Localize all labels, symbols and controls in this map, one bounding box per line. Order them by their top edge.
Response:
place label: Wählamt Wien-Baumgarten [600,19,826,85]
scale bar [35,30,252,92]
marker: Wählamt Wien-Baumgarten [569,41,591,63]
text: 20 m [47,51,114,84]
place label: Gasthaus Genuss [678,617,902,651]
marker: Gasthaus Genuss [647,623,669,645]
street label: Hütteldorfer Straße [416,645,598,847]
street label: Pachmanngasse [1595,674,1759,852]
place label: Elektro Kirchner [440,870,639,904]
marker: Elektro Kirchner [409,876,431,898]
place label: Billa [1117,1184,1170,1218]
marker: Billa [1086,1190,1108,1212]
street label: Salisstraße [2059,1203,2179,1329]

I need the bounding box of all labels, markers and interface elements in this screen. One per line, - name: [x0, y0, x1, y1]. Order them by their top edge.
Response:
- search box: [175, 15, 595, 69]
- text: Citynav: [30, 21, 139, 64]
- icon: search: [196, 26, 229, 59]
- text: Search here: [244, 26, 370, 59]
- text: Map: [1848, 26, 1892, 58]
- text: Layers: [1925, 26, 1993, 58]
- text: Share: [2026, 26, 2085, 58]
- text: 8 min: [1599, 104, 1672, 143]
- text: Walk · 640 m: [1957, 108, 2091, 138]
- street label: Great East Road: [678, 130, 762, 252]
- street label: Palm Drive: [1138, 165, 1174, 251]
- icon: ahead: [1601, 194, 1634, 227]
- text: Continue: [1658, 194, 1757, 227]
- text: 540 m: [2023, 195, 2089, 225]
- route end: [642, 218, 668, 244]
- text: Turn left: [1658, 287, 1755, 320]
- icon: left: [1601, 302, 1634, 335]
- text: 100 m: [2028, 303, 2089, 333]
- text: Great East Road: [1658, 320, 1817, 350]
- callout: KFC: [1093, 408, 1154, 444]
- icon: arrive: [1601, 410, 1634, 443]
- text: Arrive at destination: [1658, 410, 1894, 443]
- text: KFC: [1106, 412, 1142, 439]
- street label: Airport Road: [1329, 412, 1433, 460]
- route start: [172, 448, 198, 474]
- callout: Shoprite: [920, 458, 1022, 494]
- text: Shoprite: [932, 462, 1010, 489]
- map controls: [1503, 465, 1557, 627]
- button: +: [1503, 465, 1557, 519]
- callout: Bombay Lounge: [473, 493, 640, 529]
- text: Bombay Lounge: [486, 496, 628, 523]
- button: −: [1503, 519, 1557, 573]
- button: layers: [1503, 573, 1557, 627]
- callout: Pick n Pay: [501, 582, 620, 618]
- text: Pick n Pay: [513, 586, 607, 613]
- - -
*Exercise objective:*
Please copy out each line of the listing above that contains the string "them".

*Expected answer:*
Localize all labels, symbols and controls in this map, one bounding box per line. Order them by their top edge.
I need the bounding box of all labels, markers and interface elements in this screen. One per line, - name: [x0, y0, x1, y1]. Order them by their top edge.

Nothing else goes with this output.